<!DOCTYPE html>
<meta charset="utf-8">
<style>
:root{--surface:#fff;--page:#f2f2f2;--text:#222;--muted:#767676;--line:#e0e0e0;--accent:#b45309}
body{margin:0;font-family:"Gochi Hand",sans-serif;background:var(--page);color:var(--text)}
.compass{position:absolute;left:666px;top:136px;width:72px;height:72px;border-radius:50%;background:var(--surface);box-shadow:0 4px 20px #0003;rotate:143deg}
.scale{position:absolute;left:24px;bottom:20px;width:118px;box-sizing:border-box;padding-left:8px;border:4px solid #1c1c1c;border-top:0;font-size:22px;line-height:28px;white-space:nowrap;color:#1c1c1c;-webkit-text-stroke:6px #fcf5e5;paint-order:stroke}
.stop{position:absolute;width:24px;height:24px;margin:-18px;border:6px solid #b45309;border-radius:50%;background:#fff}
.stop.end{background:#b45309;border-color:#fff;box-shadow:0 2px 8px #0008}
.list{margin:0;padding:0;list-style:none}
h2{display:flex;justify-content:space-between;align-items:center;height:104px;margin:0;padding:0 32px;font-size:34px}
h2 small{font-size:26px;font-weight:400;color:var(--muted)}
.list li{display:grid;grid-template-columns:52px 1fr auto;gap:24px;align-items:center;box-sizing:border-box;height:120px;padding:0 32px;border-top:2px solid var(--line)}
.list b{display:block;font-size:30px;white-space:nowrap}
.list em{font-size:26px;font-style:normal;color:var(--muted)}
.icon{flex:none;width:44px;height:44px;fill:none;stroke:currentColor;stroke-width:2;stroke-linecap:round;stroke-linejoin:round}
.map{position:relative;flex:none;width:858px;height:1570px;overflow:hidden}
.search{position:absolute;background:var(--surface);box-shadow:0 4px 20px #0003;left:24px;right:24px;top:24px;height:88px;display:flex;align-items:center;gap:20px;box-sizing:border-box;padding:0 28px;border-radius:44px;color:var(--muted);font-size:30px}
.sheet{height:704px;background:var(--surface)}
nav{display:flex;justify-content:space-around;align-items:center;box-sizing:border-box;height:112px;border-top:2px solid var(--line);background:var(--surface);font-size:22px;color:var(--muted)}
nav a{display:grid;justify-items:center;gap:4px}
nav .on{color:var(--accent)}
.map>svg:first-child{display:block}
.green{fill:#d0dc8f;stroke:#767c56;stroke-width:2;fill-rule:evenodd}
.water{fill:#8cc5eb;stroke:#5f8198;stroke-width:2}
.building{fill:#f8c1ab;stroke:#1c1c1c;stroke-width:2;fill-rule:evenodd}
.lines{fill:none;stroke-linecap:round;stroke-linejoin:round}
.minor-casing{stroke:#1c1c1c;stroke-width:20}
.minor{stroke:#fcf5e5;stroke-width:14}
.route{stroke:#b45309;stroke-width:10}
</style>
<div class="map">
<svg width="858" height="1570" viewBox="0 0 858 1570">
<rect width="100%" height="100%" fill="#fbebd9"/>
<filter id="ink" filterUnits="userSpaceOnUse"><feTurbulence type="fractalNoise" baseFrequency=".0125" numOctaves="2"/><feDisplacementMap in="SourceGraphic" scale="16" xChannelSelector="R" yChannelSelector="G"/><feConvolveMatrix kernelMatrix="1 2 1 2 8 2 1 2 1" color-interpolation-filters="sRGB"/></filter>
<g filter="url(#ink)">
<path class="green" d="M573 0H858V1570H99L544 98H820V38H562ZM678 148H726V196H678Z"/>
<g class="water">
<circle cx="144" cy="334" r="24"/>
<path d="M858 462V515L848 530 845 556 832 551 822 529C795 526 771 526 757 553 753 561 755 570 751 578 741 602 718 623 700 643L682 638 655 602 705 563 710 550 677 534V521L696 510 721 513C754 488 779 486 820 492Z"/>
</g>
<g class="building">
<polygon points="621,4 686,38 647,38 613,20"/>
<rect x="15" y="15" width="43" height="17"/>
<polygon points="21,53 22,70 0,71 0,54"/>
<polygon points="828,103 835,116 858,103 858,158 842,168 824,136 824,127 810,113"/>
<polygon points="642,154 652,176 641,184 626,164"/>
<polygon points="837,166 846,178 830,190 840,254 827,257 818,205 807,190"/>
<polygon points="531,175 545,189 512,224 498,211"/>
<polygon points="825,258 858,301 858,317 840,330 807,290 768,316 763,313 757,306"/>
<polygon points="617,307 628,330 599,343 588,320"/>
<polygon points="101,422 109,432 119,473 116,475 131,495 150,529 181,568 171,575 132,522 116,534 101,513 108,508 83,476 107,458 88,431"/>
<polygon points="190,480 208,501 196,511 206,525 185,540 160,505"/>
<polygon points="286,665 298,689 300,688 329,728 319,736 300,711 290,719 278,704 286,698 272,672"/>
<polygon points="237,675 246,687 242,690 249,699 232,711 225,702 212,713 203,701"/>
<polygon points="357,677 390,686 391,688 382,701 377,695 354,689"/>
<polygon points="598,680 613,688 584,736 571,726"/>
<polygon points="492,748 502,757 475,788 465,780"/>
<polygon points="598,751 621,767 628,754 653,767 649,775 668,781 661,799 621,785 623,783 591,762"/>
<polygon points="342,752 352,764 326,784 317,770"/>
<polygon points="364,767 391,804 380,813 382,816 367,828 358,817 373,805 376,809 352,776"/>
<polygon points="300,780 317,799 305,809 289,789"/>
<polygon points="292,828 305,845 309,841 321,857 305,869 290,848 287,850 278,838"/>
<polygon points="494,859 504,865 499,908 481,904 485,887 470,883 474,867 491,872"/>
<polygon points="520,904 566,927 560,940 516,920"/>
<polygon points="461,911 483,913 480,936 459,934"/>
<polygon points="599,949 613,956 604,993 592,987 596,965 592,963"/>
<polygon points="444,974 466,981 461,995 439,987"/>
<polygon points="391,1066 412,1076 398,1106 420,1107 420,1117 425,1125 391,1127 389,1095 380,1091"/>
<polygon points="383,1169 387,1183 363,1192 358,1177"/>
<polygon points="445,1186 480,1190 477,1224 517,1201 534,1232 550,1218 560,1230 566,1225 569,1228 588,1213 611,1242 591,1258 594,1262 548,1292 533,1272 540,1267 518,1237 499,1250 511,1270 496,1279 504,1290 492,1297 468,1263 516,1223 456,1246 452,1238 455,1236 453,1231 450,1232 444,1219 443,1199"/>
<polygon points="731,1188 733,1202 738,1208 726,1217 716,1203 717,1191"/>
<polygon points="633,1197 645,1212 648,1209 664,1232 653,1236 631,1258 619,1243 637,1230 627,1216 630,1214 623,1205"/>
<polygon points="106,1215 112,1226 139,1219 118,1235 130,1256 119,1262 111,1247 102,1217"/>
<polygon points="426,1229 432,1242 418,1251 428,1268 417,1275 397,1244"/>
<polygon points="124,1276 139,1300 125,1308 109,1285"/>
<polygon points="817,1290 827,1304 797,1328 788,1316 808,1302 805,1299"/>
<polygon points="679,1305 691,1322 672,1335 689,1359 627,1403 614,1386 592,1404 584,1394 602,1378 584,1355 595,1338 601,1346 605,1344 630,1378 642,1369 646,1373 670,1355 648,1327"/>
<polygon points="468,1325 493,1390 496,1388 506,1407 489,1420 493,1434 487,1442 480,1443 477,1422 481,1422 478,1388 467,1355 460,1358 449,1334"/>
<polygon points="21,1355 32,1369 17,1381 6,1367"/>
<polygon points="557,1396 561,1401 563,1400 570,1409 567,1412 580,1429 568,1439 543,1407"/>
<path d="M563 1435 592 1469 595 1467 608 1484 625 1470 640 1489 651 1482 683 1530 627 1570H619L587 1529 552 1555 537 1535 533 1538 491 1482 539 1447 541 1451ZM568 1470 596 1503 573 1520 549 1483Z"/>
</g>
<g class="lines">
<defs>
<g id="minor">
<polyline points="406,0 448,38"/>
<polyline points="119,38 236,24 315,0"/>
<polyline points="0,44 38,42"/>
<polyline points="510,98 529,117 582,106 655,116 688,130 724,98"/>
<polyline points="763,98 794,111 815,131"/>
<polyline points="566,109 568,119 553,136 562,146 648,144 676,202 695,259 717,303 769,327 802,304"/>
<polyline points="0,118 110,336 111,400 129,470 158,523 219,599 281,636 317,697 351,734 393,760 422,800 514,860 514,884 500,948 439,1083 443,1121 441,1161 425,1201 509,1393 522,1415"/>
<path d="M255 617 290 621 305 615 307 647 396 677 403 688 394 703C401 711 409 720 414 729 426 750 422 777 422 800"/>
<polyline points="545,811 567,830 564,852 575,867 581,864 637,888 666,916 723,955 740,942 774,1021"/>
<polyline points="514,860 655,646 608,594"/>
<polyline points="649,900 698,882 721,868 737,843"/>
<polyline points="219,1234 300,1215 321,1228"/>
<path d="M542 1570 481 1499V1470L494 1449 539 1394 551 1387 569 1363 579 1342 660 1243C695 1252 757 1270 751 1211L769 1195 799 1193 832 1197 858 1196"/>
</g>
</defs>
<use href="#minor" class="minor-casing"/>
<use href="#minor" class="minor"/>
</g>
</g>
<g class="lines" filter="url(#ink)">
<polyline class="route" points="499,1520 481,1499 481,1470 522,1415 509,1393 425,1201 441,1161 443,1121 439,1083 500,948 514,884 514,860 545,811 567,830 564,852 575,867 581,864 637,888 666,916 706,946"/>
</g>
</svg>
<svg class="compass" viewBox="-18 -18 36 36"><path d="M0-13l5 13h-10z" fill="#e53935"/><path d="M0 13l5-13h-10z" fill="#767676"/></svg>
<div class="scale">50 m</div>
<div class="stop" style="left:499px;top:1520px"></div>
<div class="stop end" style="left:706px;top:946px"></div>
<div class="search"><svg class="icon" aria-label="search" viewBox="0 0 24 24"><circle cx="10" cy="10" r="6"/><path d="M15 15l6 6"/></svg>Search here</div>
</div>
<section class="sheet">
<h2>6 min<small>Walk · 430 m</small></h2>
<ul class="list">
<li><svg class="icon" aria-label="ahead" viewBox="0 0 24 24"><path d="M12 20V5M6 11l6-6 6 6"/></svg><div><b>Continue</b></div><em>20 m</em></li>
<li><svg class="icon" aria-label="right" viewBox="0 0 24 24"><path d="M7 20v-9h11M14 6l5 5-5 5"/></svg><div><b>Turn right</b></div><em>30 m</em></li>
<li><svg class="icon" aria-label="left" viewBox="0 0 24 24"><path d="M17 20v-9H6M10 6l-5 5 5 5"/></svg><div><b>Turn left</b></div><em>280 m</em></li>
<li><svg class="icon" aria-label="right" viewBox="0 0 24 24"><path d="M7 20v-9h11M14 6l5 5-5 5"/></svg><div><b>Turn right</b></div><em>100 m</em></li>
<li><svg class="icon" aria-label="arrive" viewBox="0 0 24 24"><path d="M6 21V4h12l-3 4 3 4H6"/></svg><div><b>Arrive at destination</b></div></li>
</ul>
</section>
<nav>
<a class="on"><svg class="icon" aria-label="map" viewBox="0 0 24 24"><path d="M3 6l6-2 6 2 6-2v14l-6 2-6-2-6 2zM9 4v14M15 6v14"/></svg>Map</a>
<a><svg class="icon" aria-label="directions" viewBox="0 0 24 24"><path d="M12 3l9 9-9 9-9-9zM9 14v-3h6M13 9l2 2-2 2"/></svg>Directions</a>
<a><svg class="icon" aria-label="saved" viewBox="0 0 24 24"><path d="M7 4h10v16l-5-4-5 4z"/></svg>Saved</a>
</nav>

# # # #

> **WORK ITEM**: Find the string "sheet" in the listing and copy every line in which it occurs.

> **TASK OUTPUT**:
.sheet{height:704px;background:var(--surface)}
<section class="sheet">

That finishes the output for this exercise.